*** Records shown ***
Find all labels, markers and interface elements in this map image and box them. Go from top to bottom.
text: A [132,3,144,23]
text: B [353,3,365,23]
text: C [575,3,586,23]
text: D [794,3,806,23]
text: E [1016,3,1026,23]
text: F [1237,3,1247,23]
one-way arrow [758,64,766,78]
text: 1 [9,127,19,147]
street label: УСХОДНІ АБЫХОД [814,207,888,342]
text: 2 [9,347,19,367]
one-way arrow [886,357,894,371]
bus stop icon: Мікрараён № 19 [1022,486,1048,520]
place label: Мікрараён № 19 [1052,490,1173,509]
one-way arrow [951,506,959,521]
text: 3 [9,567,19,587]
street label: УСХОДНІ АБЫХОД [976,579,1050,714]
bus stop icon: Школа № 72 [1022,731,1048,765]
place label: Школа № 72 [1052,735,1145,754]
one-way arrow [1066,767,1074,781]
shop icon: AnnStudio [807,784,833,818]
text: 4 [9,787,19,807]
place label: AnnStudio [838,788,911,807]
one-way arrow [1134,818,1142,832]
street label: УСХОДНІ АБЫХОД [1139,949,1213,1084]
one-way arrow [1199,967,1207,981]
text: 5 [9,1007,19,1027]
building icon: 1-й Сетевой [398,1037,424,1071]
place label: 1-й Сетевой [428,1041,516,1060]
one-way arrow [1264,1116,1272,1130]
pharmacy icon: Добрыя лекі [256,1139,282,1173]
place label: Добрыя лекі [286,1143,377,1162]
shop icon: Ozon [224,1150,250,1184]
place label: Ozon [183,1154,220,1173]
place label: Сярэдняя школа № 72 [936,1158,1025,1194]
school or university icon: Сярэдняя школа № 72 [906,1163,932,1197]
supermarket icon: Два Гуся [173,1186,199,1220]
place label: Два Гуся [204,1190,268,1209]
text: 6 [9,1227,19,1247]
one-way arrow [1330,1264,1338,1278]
***
*** Records shown ***
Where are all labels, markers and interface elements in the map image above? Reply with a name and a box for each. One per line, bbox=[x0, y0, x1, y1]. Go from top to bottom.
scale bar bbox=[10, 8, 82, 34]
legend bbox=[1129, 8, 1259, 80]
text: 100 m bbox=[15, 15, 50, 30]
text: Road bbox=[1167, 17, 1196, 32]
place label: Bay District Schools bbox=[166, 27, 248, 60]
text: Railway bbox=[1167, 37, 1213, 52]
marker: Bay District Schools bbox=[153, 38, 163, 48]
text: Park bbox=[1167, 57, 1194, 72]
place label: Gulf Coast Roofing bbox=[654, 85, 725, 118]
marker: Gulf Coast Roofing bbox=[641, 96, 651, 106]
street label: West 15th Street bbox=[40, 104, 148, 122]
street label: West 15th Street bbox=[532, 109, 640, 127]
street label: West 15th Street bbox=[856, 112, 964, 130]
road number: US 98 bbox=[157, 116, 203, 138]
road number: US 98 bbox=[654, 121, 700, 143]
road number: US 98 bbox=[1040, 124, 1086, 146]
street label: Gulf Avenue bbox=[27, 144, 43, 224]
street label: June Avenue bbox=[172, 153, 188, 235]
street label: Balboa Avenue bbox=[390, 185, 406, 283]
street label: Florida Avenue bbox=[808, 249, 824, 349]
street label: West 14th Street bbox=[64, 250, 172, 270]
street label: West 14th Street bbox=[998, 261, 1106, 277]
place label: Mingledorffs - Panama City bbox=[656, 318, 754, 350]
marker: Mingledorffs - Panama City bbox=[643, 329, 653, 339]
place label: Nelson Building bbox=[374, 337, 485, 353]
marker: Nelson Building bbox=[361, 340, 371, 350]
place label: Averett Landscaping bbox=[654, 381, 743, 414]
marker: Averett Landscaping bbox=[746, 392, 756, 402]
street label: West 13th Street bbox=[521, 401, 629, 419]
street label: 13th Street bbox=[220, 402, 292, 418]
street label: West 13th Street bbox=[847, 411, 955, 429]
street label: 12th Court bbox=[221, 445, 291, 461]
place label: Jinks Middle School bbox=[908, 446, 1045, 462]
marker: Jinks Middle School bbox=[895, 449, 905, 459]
***
Requirement - Every line above with the string "Nelson" in it should be copied into the answer.

Exercise solution -
place label: Nelson Building bbox=[374, 337, 485, 353]
marker: Nelson Building bbox=[361, 340, 371, 350]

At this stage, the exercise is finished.